I think my eyes bugged out for a second, and then I cheerfully yelled back at full volume, "Oh yes, Northside is very diverse and there are a lot of black families here!" followed by a great big fake fuck-you-you-fucking-racist smile, and then I went inside before I had to endure any more questions.
The bigger the hair, the closer to God.
"Velvet curtains in front, Iron Throne in the back!"
I was thinking of getting my hair cut short again, but now I'm afraid.
Oh, oh, oh....we need to pool our money for this castle!
Well, I can chip in for about ten square feet.
I think tonight, I get my pancakes.
I also have a haircut tomorrow. I'm slightly tempted to do something different with it, but I have no idea what, so.
Oh, crap, I forgot I need to drive to Sacramento after work. I seem to be kind of flailing through today for some reason.
And woohoo, someone called our realtor and asked for a showing of the house.

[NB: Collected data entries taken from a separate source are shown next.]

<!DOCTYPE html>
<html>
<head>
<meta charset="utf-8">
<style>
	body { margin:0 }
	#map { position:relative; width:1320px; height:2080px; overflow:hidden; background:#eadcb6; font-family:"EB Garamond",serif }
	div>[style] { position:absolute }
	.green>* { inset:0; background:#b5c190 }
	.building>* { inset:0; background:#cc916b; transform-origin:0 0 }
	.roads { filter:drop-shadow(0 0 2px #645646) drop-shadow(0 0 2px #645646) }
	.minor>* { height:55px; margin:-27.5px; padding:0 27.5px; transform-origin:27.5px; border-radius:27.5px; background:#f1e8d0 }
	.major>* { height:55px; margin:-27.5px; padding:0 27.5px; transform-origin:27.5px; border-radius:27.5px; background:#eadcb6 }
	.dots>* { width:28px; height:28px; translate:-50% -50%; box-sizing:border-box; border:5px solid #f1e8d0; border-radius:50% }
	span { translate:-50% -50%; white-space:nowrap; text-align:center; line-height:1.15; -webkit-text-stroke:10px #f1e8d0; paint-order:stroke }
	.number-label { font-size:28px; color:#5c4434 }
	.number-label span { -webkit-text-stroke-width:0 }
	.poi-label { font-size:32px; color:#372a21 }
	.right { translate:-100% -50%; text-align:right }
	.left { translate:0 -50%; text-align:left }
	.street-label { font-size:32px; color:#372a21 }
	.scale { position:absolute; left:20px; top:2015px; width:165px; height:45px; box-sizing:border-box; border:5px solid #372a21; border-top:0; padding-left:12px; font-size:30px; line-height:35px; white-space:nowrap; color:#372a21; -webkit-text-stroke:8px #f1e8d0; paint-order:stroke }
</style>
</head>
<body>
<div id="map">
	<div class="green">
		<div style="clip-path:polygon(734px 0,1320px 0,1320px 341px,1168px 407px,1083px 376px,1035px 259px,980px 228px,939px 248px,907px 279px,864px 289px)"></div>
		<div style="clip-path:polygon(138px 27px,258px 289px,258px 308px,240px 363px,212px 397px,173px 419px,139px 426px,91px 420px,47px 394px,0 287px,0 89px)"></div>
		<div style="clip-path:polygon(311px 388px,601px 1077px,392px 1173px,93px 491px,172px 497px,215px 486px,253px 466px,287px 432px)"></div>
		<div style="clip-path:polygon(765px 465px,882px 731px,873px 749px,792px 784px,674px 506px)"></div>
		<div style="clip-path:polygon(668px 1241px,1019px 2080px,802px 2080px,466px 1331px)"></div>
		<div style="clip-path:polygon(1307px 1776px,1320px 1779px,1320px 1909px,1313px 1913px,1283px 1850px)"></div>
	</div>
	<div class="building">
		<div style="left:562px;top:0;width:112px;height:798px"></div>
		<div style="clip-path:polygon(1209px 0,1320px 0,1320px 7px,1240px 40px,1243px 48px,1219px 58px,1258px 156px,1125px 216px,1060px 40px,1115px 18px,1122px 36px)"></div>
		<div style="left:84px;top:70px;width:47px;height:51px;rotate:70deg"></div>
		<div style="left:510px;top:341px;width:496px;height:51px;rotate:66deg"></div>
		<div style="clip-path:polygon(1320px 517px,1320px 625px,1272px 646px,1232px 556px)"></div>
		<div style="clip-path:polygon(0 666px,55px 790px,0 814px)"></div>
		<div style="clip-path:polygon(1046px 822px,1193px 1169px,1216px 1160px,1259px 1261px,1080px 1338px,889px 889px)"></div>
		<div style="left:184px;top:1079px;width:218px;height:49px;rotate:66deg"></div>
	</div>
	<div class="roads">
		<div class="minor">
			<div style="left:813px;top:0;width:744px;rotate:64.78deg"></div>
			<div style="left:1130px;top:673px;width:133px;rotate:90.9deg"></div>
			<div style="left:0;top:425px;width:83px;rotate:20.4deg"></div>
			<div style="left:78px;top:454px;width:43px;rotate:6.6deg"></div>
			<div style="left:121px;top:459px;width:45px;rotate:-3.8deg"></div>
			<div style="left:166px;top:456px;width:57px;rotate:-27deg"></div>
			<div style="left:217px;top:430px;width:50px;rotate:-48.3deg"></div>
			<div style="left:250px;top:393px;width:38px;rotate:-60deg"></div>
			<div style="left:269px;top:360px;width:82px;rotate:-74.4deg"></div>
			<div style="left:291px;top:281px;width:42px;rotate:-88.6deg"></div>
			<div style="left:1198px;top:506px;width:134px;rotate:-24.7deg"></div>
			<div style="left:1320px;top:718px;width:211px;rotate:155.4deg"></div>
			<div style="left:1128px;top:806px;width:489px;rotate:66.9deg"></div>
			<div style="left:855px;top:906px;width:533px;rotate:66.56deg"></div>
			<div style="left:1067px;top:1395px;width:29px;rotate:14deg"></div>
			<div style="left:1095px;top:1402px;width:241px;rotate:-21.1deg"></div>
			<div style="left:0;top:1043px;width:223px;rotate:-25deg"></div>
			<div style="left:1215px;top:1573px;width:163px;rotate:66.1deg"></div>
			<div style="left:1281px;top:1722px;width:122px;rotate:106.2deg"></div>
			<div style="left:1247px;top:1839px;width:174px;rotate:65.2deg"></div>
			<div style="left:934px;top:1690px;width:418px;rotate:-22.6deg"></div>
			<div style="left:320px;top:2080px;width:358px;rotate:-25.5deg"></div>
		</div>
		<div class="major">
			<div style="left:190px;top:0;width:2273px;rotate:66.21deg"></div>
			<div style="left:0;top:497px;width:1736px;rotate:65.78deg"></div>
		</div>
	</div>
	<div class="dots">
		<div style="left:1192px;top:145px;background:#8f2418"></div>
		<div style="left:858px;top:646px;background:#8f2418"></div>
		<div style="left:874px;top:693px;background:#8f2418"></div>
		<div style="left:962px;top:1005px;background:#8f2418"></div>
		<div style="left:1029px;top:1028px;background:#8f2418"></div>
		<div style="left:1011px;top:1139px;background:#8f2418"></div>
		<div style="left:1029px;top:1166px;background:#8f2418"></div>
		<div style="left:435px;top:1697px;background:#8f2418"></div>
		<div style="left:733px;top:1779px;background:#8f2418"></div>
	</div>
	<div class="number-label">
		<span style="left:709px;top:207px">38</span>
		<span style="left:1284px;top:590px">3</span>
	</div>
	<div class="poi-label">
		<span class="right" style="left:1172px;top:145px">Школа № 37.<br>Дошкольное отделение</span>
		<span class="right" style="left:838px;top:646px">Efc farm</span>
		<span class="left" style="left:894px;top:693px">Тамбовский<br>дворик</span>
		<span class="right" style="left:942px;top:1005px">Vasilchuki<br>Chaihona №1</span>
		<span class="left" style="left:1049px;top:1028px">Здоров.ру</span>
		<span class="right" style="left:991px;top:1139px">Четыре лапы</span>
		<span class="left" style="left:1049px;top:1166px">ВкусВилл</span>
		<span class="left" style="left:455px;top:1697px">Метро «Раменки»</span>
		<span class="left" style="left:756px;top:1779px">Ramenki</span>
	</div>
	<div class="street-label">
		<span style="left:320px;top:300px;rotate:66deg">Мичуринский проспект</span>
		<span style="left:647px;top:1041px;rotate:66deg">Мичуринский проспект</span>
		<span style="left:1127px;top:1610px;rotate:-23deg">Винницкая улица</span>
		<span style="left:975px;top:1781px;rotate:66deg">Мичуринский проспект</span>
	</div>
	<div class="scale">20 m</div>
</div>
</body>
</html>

Thanks for the reminder - I just made a haircut appointment for next week! And it's on Friday which I like because they give you a discount on the color on Friday.

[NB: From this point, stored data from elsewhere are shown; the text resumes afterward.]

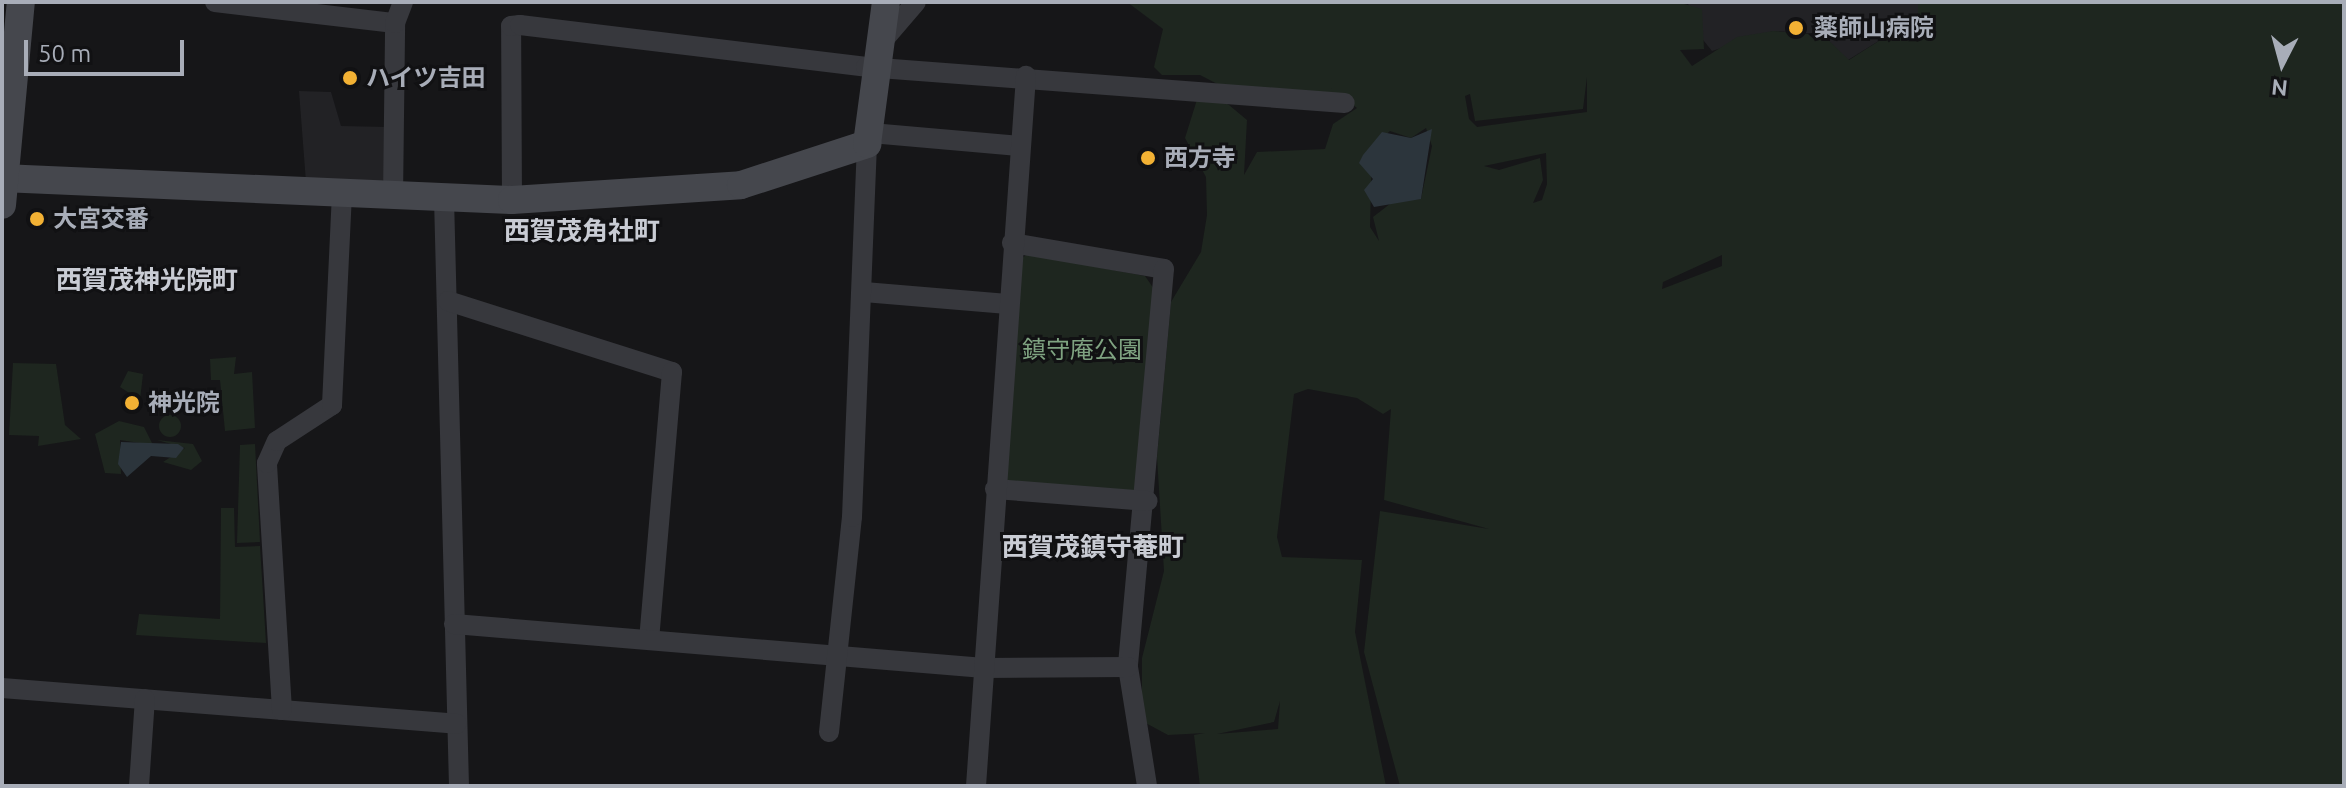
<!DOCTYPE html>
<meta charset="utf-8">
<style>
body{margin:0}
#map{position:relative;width:2346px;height:788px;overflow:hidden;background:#161618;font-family:Ubuntu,"Noto Sans JP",sans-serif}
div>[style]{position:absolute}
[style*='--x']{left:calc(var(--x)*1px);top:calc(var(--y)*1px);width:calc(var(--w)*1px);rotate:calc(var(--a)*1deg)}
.built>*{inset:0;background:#222225}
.green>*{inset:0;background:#1e261f}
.round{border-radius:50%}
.water>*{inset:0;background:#2c353c}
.street>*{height:20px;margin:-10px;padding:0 10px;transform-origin:10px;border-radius:10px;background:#37383d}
.secondary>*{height:28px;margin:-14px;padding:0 14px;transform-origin:14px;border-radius:14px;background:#45474d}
.dots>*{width:22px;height:22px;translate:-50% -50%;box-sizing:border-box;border:4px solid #111113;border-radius:50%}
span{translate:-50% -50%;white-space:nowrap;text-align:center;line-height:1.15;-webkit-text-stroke:6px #111113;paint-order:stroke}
.poi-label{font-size:24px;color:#a8adb8;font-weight:700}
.left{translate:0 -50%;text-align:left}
.park-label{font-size:24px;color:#7fa381}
.neighbourhood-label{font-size:26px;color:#c9ccd4;font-weight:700}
.frame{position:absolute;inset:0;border:4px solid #a8adb8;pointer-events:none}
.north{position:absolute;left:2242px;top:24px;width:80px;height:80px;-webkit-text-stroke:6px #111113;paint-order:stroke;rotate:186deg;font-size:22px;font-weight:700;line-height:32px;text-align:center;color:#a8adb8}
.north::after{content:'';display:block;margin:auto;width:28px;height:36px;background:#a8adb8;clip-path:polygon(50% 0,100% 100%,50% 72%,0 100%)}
.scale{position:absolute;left:24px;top:40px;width:160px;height:36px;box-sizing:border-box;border:4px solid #a8adb8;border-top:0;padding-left:10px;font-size:24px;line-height:28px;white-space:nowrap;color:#a8adb8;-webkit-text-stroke:6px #111113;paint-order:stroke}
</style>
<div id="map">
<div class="built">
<div style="clip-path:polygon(1688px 2px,1918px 2px,1919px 16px,1848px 60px,1821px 34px,1773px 31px,1712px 51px,1691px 25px)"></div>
<div style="clip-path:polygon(299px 91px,331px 92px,341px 126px,387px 127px,388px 175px,380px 184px,306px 182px)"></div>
</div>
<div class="green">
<div style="clip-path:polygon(evenodd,1127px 2px,1677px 2px,1702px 9px,1704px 49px,1680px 50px,1692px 66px,1737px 37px,1773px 31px,1823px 35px,1849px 60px,1918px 16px,1918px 2px,2344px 2px,2344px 786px,1400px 786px,1364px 652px,1380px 511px,1489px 529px,1384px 500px,1391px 409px,1383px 414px,1357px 398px,1308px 389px,1294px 394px,1277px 537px,1282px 557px,1362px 560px,1355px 632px,1386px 786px,1200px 786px,1194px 735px,1205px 733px,1168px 735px,1142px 721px,1142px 658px,1164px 571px,1157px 457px,1171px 302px,1201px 252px,1207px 215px,1206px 177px,1185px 138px,1200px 90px,1229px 105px,1247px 120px,1244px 175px,1257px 152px,1325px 149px,1333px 124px,1357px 108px,1346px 100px,1231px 91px,1200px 75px,1162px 75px,1154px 67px,1163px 29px,1127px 2px,1587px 77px,1587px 112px,1477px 127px,1469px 119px,1465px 96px,1470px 94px,1475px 121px,1583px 109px,1587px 77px,1127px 2px,1426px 128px,1432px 146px,1421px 199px,1395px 200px,1373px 217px,1379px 241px,1370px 227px,1372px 147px,1390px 131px,1411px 138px,1426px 128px,1127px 2px,1546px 153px,1547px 184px,1542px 200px,1533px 203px,1543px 180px,1540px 158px,1499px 170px,1484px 166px,1546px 153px,1127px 2px,1722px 255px,1722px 266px,1662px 289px,1663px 282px,1722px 255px,1127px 2px,1280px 701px,1278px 729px,1217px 734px,1274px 722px,1280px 701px)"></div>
<div style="clip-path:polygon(1027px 254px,1145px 276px,1154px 289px,1135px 494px,1014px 487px,1006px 479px,1019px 261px)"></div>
<div style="clip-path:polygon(236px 357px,234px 374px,252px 372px,255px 428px,225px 431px,220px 380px,211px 380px,210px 359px)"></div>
<div style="clip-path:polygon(13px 363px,56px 364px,65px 425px,81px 439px,38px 446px,39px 436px,9px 435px)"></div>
<div style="clip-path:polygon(128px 371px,143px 374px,140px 400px,120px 387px)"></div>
<div class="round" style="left:159px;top:415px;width:22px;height:22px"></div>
<div style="clip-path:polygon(119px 421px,144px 427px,153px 445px,120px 440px,121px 474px,105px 473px,95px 434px)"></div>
<div style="clip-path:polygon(157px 440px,193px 444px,202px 461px,191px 470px,163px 462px,185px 448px)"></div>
<div style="clip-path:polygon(255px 444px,260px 542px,237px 543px,240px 445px)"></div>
<div style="clip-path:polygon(221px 508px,234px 508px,235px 547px,260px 546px,266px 643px,136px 635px,139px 614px,220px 619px)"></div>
</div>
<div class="water">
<div style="clip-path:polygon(1432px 129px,1421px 199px,1374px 207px,1364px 190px,1373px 179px,1359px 163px,1363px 155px,1382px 132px,1411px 138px)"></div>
<div style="clip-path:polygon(121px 442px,178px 444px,184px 448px,176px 458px,151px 456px,127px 477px,118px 464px)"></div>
</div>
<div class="street">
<div style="--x:215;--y:2;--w:181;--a:6.7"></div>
<div style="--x:880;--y:44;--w:55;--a:-49.4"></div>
<div style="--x:871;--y:133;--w:149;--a:5"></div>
<div style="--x:393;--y:198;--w:175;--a:-89.3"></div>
<div style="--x:395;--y:23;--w:22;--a:-69"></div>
<div style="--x:444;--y:198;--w:588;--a:88.54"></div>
<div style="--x:512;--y:200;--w:174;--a:-90.3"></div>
<div style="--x:511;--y:26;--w:9;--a:-6"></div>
<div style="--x:520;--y:25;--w:349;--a:6.9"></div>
<div style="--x:866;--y:67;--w:480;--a:4.3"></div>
<div style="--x:1012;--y:243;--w:154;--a:9.7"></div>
<div style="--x:1164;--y:269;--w:400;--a:95.2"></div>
<div style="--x:1128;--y:667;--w:121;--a:80.9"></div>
<div style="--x:864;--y:292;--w:144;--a:4.8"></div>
<div style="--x:448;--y:301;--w:235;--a:17.6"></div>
<div style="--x:672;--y:372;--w:268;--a:94.9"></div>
<div style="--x:995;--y:489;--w:153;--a:4.5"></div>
<div style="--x:454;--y:624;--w:532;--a:4.75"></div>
<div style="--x:984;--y:668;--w:144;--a:-0.4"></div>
<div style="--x:2;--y:688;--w:456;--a:4.5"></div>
<div style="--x:282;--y:710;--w:247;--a:-93.5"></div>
<div style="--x:267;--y:463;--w:24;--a:-66"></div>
<div style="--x:277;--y:441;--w:66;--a:-33.2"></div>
<div style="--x:332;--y:405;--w:209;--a:-87.3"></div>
<div style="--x:829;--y:732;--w:216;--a:-83.9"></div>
<div style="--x:852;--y:517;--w:373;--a:-87.7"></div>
<div style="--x:139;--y:786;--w:87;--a:-86.1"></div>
<div style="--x:976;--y:786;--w:712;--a:-85.97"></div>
</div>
<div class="secondary">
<div style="--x:2;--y:178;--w:510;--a:2.47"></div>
<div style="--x:512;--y:200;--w:229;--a:-3.7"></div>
<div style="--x:741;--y:185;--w:133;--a:-18"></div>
<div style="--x:867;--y:144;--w:143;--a:-82.4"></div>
<div style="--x:2;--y:205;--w:204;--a:-84.7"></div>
</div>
<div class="dots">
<div style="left:1796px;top:28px;background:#f2b134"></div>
<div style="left:350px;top:78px;background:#f2b134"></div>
<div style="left:1148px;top:158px;background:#f2b134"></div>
<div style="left:37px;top:219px;background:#f2b134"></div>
<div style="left:132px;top:403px;background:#f2b134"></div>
</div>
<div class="poi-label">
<span class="left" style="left:1814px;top:28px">薬師山病院</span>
<span class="left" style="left:366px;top:78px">ハイツ吉田</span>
<span class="left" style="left:1164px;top:158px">西方寺</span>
<span class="left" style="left:53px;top:219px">大宮交番</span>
<span class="left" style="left:148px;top:403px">神光院</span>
</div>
<div class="park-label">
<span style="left:1082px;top:350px">鎮守庵公園</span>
</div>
<div class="neighbourhood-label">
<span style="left:582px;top:231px">西賀茂角社町</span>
<span style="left:147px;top:280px">西賀茂神光院町</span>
<span style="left:1093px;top:547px">西賀茂鎮守菴町</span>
</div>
<div class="frame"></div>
<div class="north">N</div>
<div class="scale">50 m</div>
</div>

My day has been a weird cluster, but I think I've done what I can.
Also interesting: I don't feel like I'm making the best impression on my new boss, but he also keeps cancelling or pushing off our regular update meetings, so maybe he's not concerned? I can't tell.
Timelies all!
Looks like this weekend will be pretty quiet here. GOOD.
In re the "dropped voice" ... back when I was a teenager (when dinosaurs roamed ghe earth), my then boyfriend (my first!) and I went out to dinner with my parents and some friends of theirs. They lived in New Canaan, Connecticut, and were, to put it politely, less than enlightened. At one point my boyfriend mentioned someone and said he was "a real hunk" ... which led to the woman tugging on my arm and stage-whispering "A hunk! Does he mean he's a HUNKIE?". I was able to say that, no, in our arcane teenage language it just meant he was good looking.